As of 2024, the vitamin D’s recommendation of the Endocrine Association is “In the general population aged 75 or older, we propose an empirical vitamin D supplement because of the potential to reduce the risk of mortality.”
What people say
Dr. Michael Holick, a vitamin D researcher at Boston University, Vitamin D, Skin and Bone Research Institute, said. Newsweek By email: “This observation is very consistent with the observation that the improvement of vitamin D can reduce the risk of death by 90%.”
Joann Manson, chief investigator of the prevention medicine department of Harvard Brigham and Women’s Hospital, said: “VITAL is the first massive and long -term random test that shows that vitamin D supplements protect telomeres and preserve telomeres, especially, which shows that there is an advantage of vitamin D that reduces chronic diseases of routes such as immune diseases such as cancer and self and self and self -diseases. Because I gave it. “
The Augusta University is the first author of the report and the molecular geneticist at Georgia Medical School, Haidong Zhu: “Our findings suggest that targeted vitamin D supplements may be a promising strategy against biological aging process, but further research is needed.”
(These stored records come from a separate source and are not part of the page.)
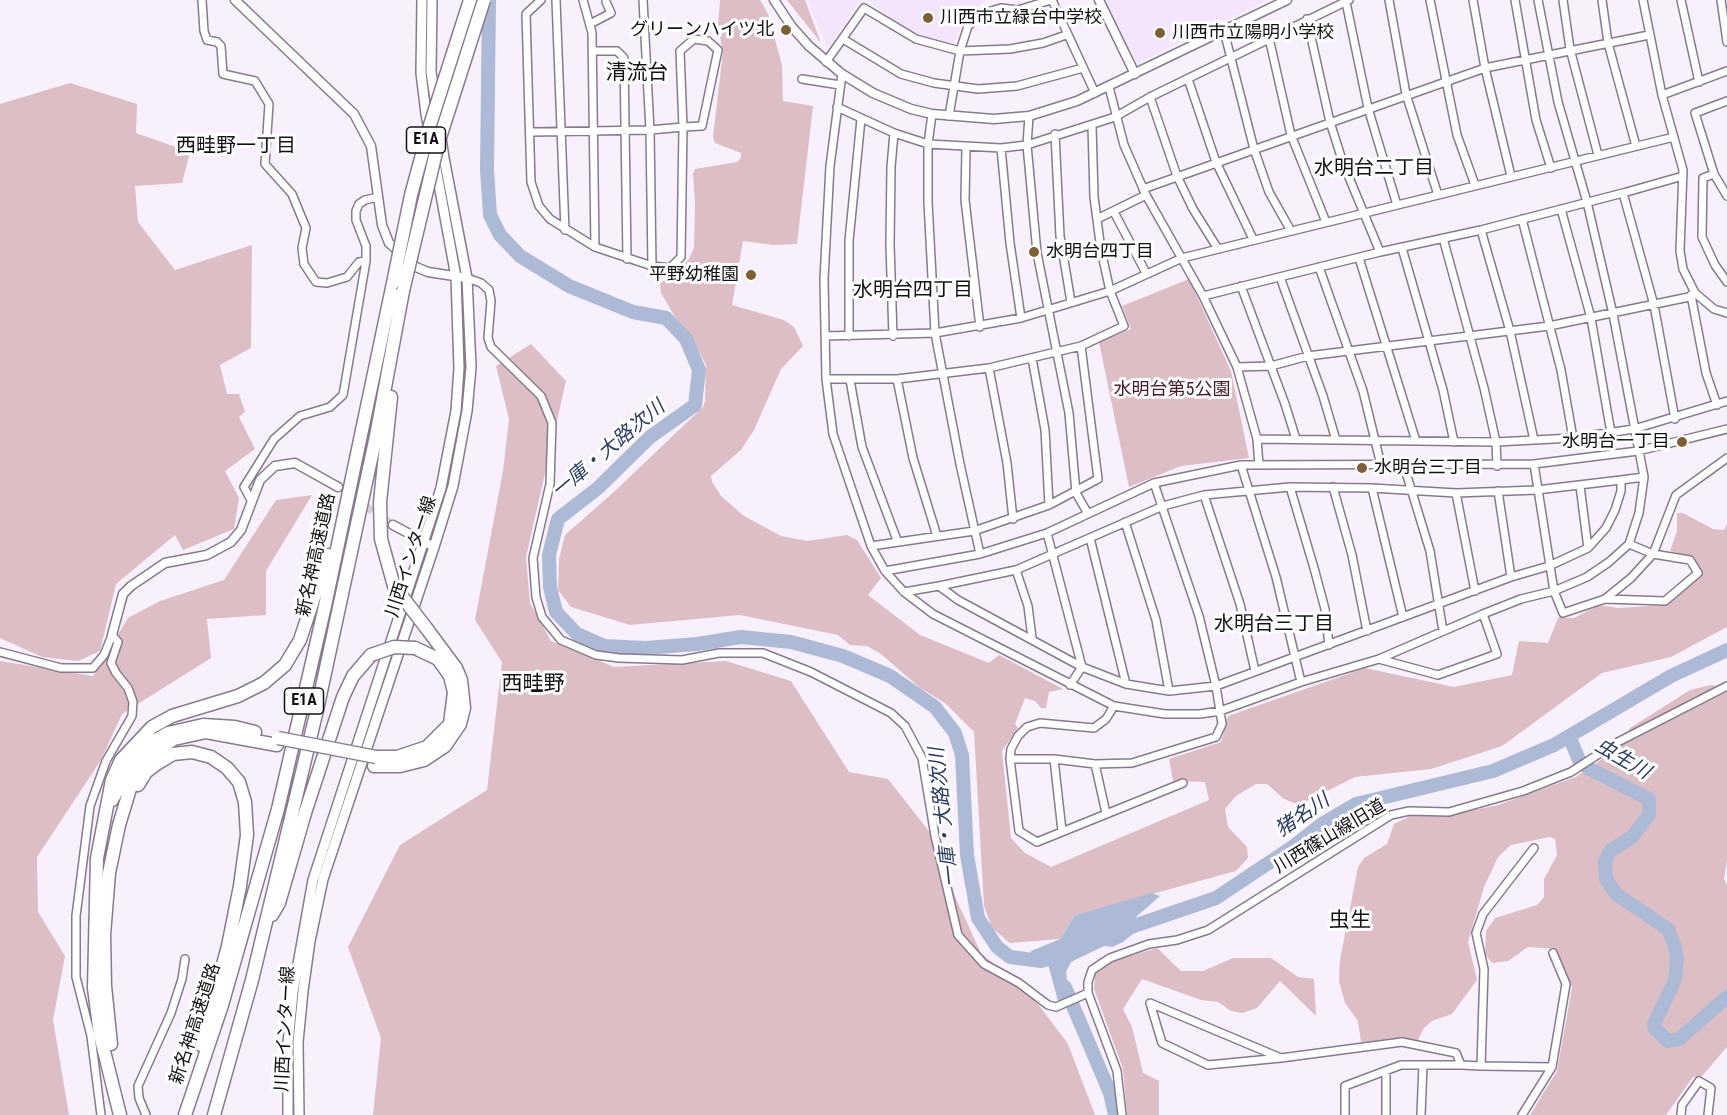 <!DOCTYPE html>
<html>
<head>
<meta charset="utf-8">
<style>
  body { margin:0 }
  canvas { display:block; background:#f9f0fd }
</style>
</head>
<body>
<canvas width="1727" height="1115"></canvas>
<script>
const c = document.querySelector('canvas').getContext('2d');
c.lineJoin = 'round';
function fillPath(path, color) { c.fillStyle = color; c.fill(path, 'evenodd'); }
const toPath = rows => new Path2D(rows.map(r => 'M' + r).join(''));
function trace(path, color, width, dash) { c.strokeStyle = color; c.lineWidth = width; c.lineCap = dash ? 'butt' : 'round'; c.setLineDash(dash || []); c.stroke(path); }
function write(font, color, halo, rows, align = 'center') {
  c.font = font + ' "Roboto Condensed","Noto Sans JP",sans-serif'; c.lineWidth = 6; c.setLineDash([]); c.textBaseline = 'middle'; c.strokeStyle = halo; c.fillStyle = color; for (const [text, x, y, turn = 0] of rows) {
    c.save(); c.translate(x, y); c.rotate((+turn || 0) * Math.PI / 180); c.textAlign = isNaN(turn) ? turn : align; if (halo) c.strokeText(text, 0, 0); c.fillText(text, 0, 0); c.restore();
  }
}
fillPath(toPath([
  [807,0,860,0,828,49],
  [868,0,987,0,968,14,954,43,920,35,894,22],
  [1104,0,1263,0,1264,2,1135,64]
]), '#f4e5fc');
fillPath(toPath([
  [720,0,760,0,768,14,782,65,783,101,813,106,797,244,773,245,743,241,732,305,784,320,794,327,803,346,781,369,754,430,741,450,711,476,712,482,721,496,744,516,781,536,807,541,847,535,857,540,881,578,868,595,920,635,989,663,999,655,1063,689,1049,692,1046,708,1041,708,1035,701,1025,698,1015,724,1018,728,1002,751,1011,838,1025,853,1051,867,1209,800,1205,782,1173,781,1169,759,1221,742,1228,716,1365,668,1454,687,1512,675,1519,641,1548,643,1558,618,1574,618,1599,605,1618,608,1667,605,1703,573,1691,556,1670,551,1677,531,1677,513,1683,513,1713,529,1724,530,1727,524,1727,627,1671,657,1602,673,1502,746,1431,769,1355,777,1299,805,1284,799,1267,784,1256,784,1236,796,1225,809,1228,827,1247,847,1248,858,1236,871,1075,915,1060,939,1010,943,992,928,984,906,974,732,945,703,920,688,881,654,867,646,850,645,838,635,740,615,630,625,571,607,558,590,559,559,565,535,616,490,703,407,705,401,706,365,690,334,678,322,661,293,660,283,674,275,689,259,694,248,695,202,693,174,695,169,737,162,741,158,741,153,715,143,713,137,723,51,718,27],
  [787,0,805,0,821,43],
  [70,83,137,104,136,133,190,152,182,183,135,186,138,222,175,270,252,245,251,348,220,365,227,394,239,394,245,412,239,417,255,449,225,471,239,498,234,529,183,550,175,535,116,584,100,651,78,661,42,657,0,638,0,104],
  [1189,279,1231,371,1249,458,1181,466,1129,487,1099,342,1131,329,1122,306],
  [531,344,566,381,526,557,530,603,551,641,614,667,726,661,791,681,849,772,888,779,939,844,956,899,981,953,1032,996,1068,1044,1095,1115,373,1115,381,1038,348,947,400,845,487,790,502,662,475,620,503,471,509,419,496,366],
  [312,495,266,571,266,615,207,619,211,658,122,714,101,760,37,857,38,912,65,956,53,1020,69,1115,0,1115,0,661,93,676,128,618,160,601,224,580,276,500],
  [1711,685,1727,688,1727,860,1724,879,1727,885,1727,1047,1702,1076,1693,1077,1666,1115,1530,1115,1557,1071,1572,987,1556,949,1528,947,1508,961,1492,963,1485,954,1486,931,1495,918,1537,905,1544,897,1544,879,1557,855,1555,839,1550,837,1511,845,1498,857,1484,887,1468,942,1477,980,1452,1014,1432,1021,1424,1028,1417,1042,1401,1039,1361,1042,1358,1021,1345,1003,1339,981,1340,960,1358,867,1364,858,1387,844,1394,824,1410,816,1446,816,1498,805,1576,777,1618,748,1630,728,1690,690],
  [1157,948,1181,971,1203,971,1233,958,1271,958,1298,977,1314,979,1316,1016,1280,981,1257,1008,1242,1013,1231,1011,1218,1002,1201,1000,1142,979,1123,1009,1132,1027,1143,1073,1159,1081,1159,1115,1127,1115,1123,1069,1094,989,1095,974,1113,961]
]), '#ddbec5');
fillPath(toPath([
  [1152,893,1160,896,1136,917,1140,928,1123,942,1112,947,1104,946,1071,962,1066,972,1069,996,1058,1001,1048,964,1030,966,1031,951,1060,939,1075,915]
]), '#adbad6');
trace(toPath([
  [489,0,487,170,490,215,500,235,520,256,569,286,633,312,666,318,686,339,699,370,695,405,650,437,598,488,558,519,549,555,550,587,556,612,577,634,604,646,646,648,697,644,741,637,791,642,843,656,890,676,935,707,955,733,962,755,967,855,978,918,997,947,1010,957,1041,961,1049,959],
  [1569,736,1579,760,1588,768,1649,799,1649,815,1632,837,1610,851,1605,862,1606,879,1616,894,1668,929,1674,944,1677,957,1675,980,1654,1024,1655,1029,1668,1041,1679,1039,1727,997],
  [1122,930,1216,898,1294,846,1322,824,1356,804,1493,771,1554,745,1671,676,1727,650],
  [1065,987,1110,1093,1115,1115]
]), '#adbad6', 14);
trace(toPath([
  [346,493,393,525]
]), '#d7ceda', 8, [8, 4]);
const minor = toPath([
  [202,0,204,31,207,40,217,42,221,46,223,74,255,81,269,104,265,164,292,194,306,228,302,248,304,264,316,282,327,283,347,277,359,262,366,261],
  [541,0,526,14,531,182,539,206,550,219,595,247,592,33,583,0],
  [556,0,565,230],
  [1052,0,1095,93],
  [1389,0,1406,94,1438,195],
  [1430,0,1457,135,1475,185],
  [1473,0,1485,68,1511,176],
  [1515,0,1536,120,1551,168],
  [1563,0,1570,49,1598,155],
  [1602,0,1608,43,1636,146],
  [1643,0,1662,95,1683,170,1680,251,1683,269,1695,293,1714,309,1727,313],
  [1681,0,1699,82],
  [1721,0,1727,42],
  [1346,2,1368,108,1397,205],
  [1307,19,1330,122,1343,163,1380,252],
  [590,24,611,13,606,2],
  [1224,31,1254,149,1269,192,1291,231],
  [1269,38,1291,135,1326,222],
  [843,39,901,74,934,83,978,89,1017,86,1083,68],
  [593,51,617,51,624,58,627,259],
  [826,62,864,8,916,39,960,51,1010,49,1043,43,1066,35],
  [842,74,830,166,824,279,826,379,833,434,871,546,885,571,904,592,933,614,1114,706,1165,714,1200,714,1220,711,1301,682,1379,659,1483,614,1521,599,1554,591,1587,577,1609,562,1629,544,1639,513,1644,477,1613,314,1587,202,1558,102,1538,0],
  [802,79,840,85],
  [1188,79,1216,162,1253,239],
  [1109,87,1124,145,1146,195,1203,296,1237,367,1257,439],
  [1662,95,1727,71],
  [1150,97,1177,176,1193,209,1218,249],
  [1727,101,1695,113,1714,174,1703,178,1702,237,1715,265,1727,282],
  [837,107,894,133,928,144,1001,148,1027,145,1115,117,1150,97,1349,0],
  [932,114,928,144,928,202,935,333,960,464,980,554],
  [949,116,960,51,968,26,984,13,1001,8,1018,10,1051,0],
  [1029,116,1027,145,1037,253,1069,413,1076,493,1087,512],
  [531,132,650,130,683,127,702,126,718,50,708,41,694,39,680,51,683,127,681,257,670,268,652,266],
  [1055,134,1060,236,1071,302],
  [966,148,965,200,980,327],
  [1001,148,1010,243,1021,318],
  [1714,174,1727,196],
  [1143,189,1485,68,1649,35],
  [1561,209,1591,318,1611,433],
  [1114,212,1146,273],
  [1097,219,1146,195],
  [1522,219,1561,370,1573,438],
  [1481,230,1510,331,1534,440],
  [1443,238,1484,388,1496,442,1497,466],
  [595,247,652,266,650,130,643,0],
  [1402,248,1443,390,1454,442],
  [1359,258,1416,441],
  [1319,267,1363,391,1381,465],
  [1280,277,1323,396,1336,440],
  [467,278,481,283,489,290,491,301,488,338,491,347,541,396,552,423,550,484,533,558,536,597,542,617,561,640,596,655,619,658,682,660,719,653,763,653,811,672,891,713,905,726,922,758,935,836,958,935,984,964,1019,983,1048,1005,1056,1007,1088,993],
  [1241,286,1285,404,1296,439],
  [1691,295,1706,373,1717,405],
  [1203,296,1380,252,1481,230,1623,193],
  [825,336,935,333,1021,318,1110,291,1182,258,1674,137],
  [849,336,849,241,861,119],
  [893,336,890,245,891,167,894,133],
  [1032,358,1045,430,1049,505],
  [1237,367,1271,366,1308,356,1549,326,1689,297],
  [989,368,1007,463,1013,519],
  [826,379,897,379,989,368,1081,346,1124,326,1110,291,1101,250,1094,197,1092,126],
  [897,379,913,458,937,536],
  [850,380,862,447,897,540],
  [1675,419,1654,305,1623,193,1683,176],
  [1534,464,1554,591,1563,613,1605,599,1631,578,1653,554,1676,495,1727,458],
  [1241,465,1276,577,1301,682],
  [1259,465,1257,439,1496,442,1573,438,1634,429,1727,401],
  [1404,466,1430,551,1443,631],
  [1580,486,1588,548],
  [1290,487,1314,568,1325,609,1329,645],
  [1333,487,1352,555,1367,631],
  [1372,488,1403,617],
  [1498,491,1511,577],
  [1456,493,1475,591],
  [1204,495,1240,604,1255,671],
  [251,500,244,487,274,439,300,416,330,407,343,395,366,261,366,246,356,220,356,211,359,204,365,200,378,197],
  [1125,522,1156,620,1169,691],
  [1047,533,1082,667,1070,685],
  [1090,538,1126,684],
  [871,546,974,531,1049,505,1098,479,1081,346],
  [1016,570,1028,606,1032,638],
  [885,571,980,554,1047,533,1154,483,1241,465,1534,464,1638,451,1727,429],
  [939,586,1016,570,1163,506,1204,495,1290,487,1372,488,1456,493,1537,490,1621,480],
  [904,592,939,586,958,600,1082,667,1126,684,1169,691,1216,686,1511,577,1549,566,1588,548,1606,528,1615,510,1621,491,1621,480,1644,477],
  [1605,599,1665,601,1698,573,1690,560,1653,554,1629,544],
  [0,652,61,668,93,668,104,655,112,635,118,642,111,663,116,673,128,688,133,702,132,716,106,761,90,806,76,916,76,977,91,1036,101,1115],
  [1379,659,1438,675,1497,654,1483,614],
  [1114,706,1106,719,1094,728,1040,723,1027,727,1018,736,1011,749,1010,759,1019,831,1037,842,1183,783],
  [1010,759,1054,759,1095,764,1132,763,1216,737,1222,724,1216,686,1199,616,1154,483],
  [1054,759,1062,831],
  [1095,764,1106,813],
  [1534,848,1483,914,1476,933,1484,969,1481,1066,1552,1067],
  [1281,1058,1208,1065,1162,1043,1150,1003,1281,1058,1402,1042,1456,1053,1461,1065,1481,1066],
  [146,1115,139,1098,138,1086,171,1013,182,979,185,959],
  [1122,1115,1117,1071,1088,993,1088,982,1092,970,1110,958,1149,944,1177,940,1208,930,1391,815,1409,811,1449,812,1523,791,1571,772,1614,744,1727,686],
  [1345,1115,1345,1086,1401,1065,1461,1065],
  [1386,1115,1386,1071],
  [1421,1115,1423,1065],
  [1522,1115,1552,1067,1566,984,1553,953],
  [1681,1115,1682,1105,1699,1081,1711,1088,1708,1115]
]);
const tertiary = toPath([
  [235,0,354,114,371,146,382,225,389,243,416,267,428,272,467,278],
  [774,0,792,27,809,46,842,74,873,93,911,109,932,114,994,119,1029,116,1077,101,1287,0],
  [1099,0,1135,74],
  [393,525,434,547],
  [112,635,123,594,131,586,165,563,207,555,231,542,241,530,260,480,275,466,295,463,338,487]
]);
const secondary = toPath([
  [288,1115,288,1043,293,992,313,880,441,488,456,411,459,368,456,277,426,114,421,73,422,0],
  [299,1115,298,1042,303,991,310,941,323,879,434,547,453,486,467,411,471,367,467,278,444,158,431,72,432,0]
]);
const motorway = toPath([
  [391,397,380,502,381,539,394,586],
  [376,757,397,757,427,747,450,724,454,692,450,676,438,659,415,648],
  [374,766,400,766,424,760,445,746,460,724,464,708,461,680,456,668,427,629],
  [138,785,146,772,158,763,173,754,192,752,211,757,227,768,239,782,245,802,247,835,240,886,228,946,201,1045],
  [112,800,134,760,149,744,168,733,203,725,235,727,255,732],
  [272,915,279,903,305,813,343,697,353,676,371,655],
  [111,1044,105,986,104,935,109,873,119,825,133,779,151,754,174,739,206,732,277,745],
  [120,1115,100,1035,94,988,97,858,112,780,121,760,152,727,172,716,238,696,264,683,285,665,300,640,328,555],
  [185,1115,222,1005,278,809,325,606,393,283],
  [214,1115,252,980,317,710,376,436,403,291]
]);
trace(minor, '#877a8e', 10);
trace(tertiary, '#877a8e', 11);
trace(secondary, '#877a8e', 12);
trace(motorway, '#877a8e', 15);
trace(minor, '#fff', 7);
trace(tertiary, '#fff', 8);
trace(secondary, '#fff', 9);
trace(motorway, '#fff', 12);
const motorwayBridge = toPath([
  [393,283,411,195,430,125,470,0],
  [403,291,438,144,484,0],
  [394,586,427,629],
  [371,655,394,647,415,648],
  [278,738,376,757]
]);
trace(motorwayBridge, '#877a8e', 15, []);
trace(motorwayBridge, '#fff', 12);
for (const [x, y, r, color] of [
  [928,18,6,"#7d5f33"],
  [786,30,6,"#7d5f33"],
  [1160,33,6,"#7d5f33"],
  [1034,252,6,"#7d5f33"],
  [751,275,6,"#7d5f33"],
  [1682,442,6,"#7d5f33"],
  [1362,468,6,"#7d5f33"]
]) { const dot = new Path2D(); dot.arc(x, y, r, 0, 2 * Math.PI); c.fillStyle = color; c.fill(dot); trace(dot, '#fff', 2); }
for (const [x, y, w] of [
  [426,140,39],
  [304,701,39]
]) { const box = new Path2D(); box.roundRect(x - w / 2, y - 13, w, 26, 4.5); c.fillStyle = '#fff'; c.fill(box); trace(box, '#141017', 1.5); }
write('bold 16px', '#141017', null, [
  ["E1A",426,140],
  ["E1A",304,701]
]);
write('18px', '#141017', '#fff', [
  ["川西市立緑台中学校",940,18],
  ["グリーンハイツ北",774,30,"right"],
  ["川西市立陽明小学校",1172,33],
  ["水明台四丁目",1046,252],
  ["平野幼稚園",739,275,"right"],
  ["水明台一丁目",1670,442,"right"],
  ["水明台三丁目",1374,468]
], 'left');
write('18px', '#491b2a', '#fff', [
  ["水明台第5公園",1172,390]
]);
write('18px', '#141017', '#fff', [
  ["新名神高速道路",317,555,-78],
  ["川西インター線",412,557,-72],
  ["川西篠山線旧道",1330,837,-31],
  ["新名神高速道路",196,1024,-72],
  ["川西インター線",286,1029,-87]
]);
write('20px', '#141017', '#fff', [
  ["西畦野一丁目",236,147],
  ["水明台二丁目",1374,169],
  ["水明台四丁目",913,291],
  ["水明台三丁目",1274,625]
]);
write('italic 20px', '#2b3c63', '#fff', [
  ["一庫・大路次川",609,450,-40],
  ["虫生川",1622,760,30],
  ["猪名川",1303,816,-34],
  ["一庫・大路次川",945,817,-96]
]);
write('21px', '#141017', '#fff', [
  ["清流台",637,74],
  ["西畦野",533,685],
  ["虫生",1350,922]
]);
</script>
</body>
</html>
Purdue University Professor Majid Kazemian said Newsweek Last year by email: “Vitamin D deficiency is associated with many diseases, and as steroid hormones, vitamin D affects many cell processes, including anti -inflammatory and anti -aging effects.”
What happens next time
This results provide additional insights to aging processes and telomeres.
Further studies are needed to better understand how vitamin D affects telomeres dynamics and cell aging in more diverse groups.
Update 5/23/25, 5:25 PM ET: This article has been updated by Armanios’ opinion.